République démocratique du Congo : le déplacement, un refuge contre la violence
Suite à la violente reprise des combats fin octobre 2008, quelque 250 000 civils du territoire de Rutshuru, dans le Nord-Kivu, ont dû quitter leur village natal au péril de leur vie. Aujourd’hui, certains rentrent chez eux.
Plus de 40 000 personnes ont rejoint les camps pour déplacés de Kibati, situés à environ 15 km de la ville de Goma. Leur arrivée dans des structures inadaptées pour accueillir un aussi grand nombre de personnes a causé beaucoup de problèmes, notamment en termes d'approvisionnement en eau, d’abris et de nourriture. En plus, du fait de la proximité de la ligne de front, ces déplacés vivaient dans l'insécurité, souvent encore victimes de violences commises par des porteurs d'armes.
De nombreux déplacés ont trouvé refuge chez les habitants des villes et des villages situés sur le bord ouest du lac Kivu, comme Saké, Kiroche, Bweremana (Nord-Kivu) et Minova (Sud-Kivu). L'arrivée massive de personnes sans moyens de subsistance a frappé de plein fouet l'économie locale des communautés d'accueil.
Plusieurs dizaines de milliers de déplacés se sont dirigés vers le nord, pour chercher refuge dans les zones proches de la frontière ougandaise. Parmi eux, 5 000 environ se sont temporairement réfugiés en Ouganda.
Dans la même période, la zone du Sud-Lubero a été le théâtre d'affrontements entre différents groupes armés. Par conséquent, la population a dû se déplacer à plusieurs reprises. Pendant ces mouvements, plusieurs civils ont été victimes de pillages.
La première urgence – Réponse du Mouvement international de la Croix-Rouge et du Croissant-Rouge aux besoins des populations
Dès le mois de novembre, le CICR et la Croix-Rouge de la République démocratique du Congo ont distribué de la nourriture à plus de 50 000 civils hébergés dans les camps ou dans la zone de Kibati, et à plus de 15 000 dans la zone de Nyamilima-Ishasha.
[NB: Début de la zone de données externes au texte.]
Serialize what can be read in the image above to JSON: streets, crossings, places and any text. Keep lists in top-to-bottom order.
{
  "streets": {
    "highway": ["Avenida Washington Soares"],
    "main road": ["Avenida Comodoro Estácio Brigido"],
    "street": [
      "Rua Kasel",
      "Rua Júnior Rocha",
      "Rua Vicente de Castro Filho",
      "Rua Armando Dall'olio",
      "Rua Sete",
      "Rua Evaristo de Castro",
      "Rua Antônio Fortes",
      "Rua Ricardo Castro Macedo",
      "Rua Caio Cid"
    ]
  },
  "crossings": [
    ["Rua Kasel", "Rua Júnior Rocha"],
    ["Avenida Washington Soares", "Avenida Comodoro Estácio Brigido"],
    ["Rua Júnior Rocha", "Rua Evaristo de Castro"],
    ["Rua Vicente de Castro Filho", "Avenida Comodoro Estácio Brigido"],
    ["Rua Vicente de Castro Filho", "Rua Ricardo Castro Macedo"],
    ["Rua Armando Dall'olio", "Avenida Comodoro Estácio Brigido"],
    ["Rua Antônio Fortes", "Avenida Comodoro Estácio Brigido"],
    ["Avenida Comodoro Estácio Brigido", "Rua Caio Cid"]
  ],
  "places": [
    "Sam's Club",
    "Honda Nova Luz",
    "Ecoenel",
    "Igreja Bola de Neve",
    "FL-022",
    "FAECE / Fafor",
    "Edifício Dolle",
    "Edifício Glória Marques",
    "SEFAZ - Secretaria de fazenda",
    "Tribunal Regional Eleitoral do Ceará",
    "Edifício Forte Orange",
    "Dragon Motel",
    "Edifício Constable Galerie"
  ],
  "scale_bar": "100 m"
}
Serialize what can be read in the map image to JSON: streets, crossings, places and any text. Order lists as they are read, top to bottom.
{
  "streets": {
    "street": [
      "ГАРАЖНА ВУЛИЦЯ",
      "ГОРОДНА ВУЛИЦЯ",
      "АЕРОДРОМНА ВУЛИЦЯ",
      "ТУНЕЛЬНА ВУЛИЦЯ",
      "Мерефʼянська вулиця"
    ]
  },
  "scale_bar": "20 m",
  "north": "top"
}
En outre, des rations de farine, maïs, haricots, huile et sel ont été distribuées à plus de 67 000 civils des zones de Saké et Bweremana et dans les collines autour de Minova. Cette assistance a permis d'assurer la subsistance des communautés d'accueil et des personnes déplacées pendant une période de trois mois, dans l’attente de la prochaine saison agricole.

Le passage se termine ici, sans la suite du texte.